## Exercise material
● ● ● ● ● ● ●

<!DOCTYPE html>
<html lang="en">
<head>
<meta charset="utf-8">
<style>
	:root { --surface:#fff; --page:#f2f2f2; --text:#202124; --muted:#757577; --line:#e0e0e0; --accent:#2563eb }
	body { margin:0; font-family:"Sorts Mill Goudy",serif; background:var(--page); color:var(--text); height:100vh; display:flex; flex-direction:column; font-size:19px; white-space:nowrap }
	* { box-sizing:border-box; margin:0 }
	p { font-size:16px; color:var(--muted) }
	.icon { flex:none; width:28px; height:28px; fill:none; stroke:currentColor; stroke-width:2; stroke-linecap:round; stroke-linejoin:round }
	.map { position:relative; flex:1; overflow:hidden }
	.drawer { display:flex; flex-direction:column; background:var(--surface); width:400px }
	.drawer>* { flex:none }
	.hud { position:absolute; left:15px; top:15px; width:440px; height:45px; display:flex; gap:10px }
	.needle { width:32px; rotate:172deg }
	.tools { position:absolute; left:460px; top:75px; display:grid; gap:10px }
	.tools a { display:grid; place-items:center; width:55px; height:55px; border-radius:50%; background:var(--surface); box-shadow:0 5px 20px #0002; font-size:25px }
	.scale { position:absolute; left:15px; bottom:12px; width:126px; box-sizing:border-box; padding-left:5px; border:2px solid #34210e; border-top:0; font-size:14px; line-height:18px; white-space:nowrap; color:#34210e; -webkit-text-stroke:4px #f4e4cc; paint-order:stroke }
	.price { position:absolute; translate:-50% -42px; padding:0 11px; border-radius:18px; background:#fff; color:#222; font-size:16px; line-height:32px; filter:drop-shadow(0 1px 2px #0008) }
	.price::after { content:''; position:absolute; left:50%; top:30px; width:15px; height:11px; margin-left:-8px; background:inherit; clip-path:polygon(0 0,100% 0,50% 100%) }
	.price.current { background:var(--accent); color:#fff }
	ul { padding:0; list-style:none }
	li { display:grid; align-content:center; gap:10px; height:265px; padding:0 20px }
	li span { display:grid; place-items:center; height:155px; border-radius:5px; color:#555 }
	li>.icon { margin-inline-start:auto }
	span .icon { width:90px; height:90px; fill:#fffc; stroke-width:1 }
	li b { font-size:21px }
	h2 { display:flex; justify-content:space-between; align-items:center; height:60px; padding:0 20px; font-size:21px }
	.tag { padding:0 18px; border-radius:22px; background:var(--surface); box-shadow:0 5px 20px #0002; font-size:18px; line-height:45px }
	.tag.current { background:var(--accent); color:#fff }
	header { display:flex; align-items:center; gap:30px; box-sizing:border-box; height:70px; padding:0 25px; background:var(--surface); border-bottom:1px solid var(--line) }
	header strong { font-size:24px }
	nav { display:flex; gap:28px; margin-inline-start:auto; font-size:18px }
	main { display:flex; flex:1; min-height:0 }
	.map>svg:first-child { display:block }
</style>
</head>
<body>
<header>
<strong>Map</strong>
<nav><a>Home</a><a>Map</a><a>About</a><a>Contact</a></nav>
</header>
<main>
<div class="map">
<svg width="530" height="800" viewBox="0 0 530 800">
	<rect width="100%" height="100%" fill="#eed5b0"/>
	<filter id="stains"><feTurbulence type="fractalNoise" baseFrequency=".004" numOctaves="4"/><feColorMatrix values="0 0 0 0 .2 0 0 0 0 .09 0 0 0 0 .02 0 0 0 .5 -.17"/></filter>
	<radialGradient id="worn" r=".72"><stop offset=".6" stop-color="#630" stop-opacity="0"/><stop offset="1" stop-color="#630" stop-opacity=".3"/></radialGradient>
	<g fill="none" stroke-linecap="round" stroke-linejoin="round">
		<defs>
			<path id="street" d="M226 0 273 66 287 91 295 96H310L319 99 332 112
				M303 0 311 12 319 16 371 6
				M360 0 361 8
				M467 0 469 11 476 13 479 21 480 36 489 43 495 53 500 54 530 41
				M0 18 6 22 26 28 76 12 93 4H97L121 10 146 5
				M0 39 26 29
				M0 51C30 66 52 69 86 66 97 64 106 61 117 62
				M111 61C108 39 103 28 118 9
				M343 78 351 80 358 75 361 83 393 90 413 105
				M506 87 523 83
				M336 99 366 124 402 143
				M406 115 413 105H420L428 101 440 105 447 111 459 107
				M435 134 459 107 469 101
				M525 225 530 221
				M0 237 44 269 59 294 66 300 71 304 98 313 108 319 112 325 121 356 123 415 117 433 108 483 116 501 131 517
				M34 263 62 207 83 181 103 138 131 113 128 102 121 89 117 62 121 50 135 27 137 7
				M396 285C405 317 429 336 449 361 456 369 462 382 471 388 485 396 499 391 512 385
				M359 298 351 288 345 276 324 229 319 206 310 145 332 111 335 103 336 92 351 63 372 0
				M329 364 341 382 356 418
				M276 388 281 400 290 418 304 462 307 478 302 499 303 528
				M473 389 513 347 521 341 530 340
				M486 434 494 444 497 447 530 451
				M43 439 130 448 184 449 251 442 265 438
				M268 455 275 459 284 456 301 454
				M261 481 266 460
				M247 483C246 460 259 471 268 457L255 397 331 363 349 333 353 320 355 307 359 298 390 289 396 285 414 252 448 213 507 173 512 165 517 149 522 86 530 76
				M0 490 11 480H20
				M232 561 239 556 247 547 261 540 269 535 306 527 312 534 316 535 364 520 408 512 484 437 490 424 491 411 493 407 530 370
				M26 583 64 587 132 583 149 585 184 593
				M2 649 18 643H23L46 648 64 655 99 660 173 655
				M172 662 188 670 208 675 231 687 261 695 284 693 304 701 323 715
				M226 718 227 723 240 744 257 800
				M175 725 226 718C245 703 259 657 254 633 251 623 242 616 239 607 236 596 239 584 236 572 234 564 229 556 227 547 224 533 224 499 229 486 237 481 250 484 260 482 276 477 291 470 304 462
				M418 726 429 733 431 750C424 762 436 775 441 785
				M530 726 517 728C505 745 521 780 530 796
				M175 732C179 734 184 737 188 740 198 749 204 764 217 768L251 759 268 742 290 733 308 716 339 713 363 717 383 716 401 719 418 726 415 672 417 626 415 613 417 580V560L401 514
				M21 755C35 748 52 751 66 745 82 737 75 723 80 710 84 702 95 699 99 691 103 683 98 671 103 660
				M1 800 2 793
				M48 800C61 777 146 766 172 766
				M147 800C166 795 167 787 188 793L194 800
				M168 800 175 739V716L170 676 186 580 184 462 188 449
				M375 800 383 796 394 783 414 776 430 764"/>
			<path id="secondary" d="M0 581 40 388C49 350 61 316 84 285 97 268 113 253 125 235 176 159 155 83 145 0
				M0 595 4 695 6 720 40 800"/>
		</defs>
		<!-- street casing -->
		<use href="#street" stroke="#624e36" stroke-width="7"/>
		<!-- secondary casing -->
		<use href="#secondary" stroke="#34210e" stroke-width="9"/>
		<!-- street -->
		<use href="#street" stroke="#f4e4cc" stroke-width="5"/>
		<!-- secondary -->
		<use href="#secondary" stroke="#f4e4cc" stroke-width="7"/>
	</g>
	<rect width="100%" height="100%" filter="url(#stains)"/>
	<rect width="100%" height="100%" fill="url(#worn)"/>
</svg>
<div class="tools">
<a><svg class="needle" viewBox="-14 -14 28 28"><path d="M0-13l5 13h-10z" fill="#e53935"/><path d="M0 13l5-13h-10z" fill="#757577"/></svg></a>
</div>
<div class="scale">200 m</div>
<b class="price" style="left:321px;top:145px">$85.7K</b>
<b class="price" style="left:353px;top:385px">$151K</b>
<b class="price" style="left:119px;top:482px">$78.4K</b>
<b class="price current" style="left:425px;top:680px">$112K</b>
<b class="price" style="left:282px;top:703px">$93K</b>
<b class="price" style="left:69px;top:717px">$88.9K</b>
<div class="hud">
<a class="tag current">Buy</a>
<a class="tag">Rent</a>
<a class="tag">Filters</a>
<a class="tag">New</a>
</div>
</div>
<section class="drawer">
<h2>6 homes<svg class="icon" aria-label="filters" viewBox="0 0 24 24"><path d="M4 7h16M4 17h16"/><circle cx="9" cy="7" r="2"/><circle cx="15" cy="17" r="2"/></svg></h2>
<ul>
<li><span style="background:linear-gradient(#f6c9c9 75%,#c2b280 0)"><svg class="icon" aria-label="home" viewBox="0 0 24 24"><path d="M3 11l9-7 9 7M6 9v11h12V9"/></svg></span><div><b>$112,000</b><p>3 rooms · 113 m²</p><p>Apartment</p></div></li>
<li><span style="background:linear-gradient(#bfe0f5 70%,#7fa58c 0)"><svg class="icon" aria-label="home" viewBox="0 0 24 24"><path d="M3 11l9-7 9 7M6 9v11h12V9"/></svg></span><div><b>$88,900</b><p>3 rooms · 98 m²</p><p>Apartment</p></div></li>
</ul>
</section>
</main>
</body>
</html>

● ● ● ● ● ● ●

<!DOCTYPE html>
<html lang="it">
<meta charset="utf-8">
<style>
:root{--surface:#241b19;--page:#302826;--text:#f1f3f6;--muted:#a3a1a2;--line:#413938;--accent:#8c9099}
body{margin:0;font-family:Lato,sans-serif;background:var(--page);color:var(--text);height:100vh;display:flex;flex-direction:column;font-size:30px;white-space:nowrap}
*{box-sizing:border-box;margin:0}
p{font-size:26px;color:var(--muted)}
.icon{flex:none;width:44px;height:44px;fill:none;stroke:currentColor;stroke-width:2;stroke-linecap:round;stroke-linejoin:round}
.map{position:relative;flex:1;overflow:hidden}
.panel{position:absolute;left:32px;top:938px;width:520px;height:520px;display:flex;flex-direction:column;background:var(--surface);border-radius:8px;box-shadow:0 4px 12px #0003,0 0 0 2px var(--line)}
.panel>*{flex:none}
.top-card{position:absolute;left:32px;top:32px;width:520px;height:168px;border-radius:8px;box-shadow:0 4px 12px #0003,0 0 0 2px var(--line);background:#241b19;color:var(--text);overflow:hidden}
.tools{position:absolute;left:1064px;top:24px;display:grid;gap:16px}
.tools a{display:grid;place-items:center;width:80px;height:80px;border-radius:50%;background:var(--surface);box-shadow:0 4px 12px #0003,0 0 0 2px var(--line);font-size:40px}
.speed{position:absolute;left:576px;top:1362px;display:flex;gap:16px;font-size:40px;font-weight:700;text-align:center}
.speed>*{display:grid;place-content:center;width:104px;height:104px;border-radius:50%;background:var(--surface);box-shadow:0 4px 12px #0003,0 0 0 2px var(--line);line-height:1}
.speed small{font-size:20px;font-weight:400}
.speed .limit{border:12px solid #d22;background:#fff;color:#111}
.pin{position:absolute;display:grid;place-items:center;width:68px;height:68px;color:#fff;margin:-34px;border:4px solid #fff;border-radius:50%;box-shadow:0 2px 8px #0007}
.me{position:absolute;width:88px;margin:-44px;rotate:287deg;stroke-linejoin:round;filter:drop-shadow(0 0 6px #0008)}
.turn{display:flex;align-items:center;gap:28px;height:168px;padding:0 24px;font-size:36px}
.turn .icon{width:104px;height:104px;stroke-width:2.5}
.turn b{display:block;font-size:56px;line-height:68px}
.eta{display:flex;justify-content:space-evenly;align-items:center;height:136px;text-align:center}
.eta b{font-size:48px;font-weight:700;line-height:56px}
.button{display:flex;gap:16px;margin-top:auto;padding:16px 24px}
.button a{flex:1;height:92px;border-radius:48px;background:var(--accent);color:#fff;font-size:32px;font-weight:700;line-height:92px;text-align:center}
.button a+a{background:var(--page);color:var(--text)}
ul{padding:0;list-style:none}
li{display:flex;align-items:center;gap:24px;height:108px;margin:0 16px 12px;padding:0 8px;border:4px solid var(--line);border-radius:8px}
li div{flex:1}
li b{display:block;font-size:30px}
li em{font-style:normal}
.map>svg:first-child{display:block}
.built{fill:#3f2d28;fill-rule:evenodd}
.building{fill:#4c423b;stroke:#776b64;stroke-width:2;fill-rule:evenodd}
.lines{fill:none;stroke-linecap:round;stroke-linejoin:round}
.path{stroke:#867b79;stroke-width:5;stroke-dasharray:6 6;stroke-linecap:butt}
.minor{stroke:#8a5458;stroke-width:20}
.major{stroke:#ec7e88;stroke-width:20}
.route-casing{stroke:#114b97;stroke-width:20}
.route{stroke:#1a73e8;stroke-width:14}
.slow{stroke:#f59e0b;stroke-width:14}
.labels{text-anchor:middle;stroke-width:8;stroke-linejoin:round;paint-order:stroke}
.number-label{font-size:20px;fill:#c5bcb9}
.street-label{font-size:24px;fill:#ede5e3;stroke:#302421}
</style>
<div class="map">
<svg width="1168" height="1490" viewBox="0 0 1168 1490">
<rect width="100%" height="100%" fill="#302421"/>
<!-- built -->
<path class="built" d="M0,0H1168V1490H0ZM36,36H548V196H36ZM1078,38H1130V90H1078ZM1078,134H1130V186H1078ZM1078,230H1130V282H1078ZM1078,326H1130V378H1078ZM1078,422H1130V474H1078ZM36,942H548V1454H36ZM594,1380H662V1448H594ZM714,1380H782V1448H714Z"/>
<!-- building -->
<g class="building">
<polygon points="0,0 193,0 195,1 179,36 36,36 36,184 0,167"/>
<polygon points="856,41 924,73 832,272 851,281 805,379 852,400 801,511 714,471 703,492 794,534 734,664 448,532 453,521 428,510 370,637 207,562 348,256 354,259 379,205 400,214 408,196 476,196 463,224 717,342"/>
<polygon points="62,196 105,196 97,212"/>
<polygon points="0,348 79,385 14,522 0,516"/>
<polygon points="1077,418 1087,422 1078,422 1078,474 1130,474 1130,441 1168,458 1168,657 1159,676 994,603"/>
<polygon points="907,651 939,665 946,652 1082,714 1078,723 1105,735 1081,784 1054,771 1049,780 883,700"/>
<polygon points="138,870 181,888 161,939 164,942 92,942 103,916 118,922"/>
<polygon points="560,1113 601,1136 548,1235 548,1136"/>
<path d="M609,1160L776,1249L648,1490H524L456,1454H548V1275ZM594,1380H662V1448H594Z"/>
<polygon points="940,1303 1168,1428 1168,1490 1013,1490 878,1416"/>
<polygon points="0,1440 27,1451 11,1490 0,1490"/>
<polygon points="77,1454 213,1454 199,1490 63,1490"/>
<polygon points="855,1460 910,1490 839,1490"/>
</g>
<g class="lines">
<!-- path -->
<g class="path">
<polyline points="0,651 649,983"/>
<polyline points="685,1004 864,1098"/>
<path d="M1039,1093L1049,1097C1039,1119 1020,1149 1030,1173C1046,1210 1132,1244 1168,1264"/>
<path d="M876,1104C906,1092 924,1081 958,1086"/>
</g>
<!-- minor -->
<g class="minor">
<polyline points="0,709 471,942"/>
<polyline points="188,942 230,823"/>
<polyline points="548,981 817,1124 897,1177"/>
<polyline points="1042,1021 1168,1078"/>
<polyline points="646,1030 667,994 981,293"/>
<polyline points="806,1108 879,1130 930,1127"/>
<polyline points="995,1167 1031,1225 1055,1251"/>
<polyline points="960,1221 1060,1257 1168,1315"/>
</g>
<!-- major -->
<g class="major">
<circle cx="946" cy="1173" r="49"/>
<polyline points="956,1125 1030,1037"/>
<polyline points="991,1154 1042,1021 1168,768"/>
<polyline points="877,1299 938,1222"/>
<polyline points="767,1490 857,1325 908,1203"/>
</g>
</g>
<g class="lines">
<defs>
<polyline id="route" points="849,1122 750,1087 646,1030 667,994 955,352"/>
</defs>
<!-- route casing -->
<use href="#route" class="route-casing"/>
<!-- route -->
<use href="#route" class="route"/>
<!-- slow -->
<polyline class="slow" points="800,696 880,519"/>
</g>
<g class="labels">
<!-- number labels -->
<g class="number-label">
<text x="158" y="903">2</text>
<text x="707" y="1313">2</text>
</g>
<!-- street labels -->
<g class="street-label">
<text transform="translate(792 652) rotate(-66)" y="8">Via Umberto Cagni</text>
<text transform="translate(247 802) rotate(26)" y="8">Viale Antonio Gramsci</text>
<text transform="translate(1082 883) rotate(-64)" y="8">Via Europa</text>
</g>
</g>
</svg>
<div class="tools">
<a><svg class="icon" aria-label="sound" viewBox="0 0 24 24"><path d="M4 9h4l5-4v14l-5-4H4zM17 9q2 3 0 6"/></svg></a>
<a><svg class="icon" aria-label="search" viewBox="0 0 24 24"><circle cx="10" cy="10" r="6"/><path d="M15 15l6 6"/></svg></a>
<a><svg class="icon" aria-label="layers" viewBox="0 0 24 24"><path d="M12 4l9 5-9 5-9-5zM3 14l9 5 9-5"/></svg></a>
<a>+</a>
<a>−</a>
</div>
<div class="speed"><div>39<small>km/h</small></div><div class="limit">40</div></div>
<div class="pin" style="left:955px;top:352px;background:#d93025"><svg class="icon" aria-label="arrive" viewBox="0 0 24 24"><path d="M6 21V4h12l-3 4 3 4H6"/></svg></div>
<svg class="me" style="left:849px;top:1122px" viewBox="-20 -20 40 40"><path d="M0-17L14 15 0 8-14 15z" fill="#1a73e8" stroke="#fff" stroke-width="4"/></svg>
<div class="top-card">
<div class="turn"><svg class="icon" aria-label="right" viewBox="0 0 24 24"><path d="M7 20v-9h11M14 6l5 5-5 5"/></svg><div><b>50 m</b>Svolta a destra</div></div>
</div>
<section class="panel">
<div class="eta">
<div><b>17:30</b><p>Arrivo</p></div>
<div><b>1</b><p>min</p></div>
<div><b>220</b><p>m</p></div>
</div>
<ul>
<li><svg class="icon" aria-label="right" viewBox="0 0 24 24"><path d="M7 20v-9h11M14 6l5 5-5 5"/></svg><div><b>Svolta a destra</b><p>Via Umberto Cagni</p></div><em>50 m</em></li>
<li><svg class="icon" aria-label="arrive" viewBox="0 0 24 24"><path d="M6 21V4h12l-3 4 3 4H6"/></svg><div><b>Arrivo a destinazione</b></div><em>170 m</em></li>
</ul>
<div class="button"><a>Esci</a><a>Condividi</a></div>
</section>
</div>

● ● ● ● ● ● ●

## Work instructions
Display every line of the listing that contains the string "small".

## Task output
.speed small{font-size:20px;font-weight:400}
<div class="speed"><div>39<small>km/h</small></div><div class="limit">40</div></div>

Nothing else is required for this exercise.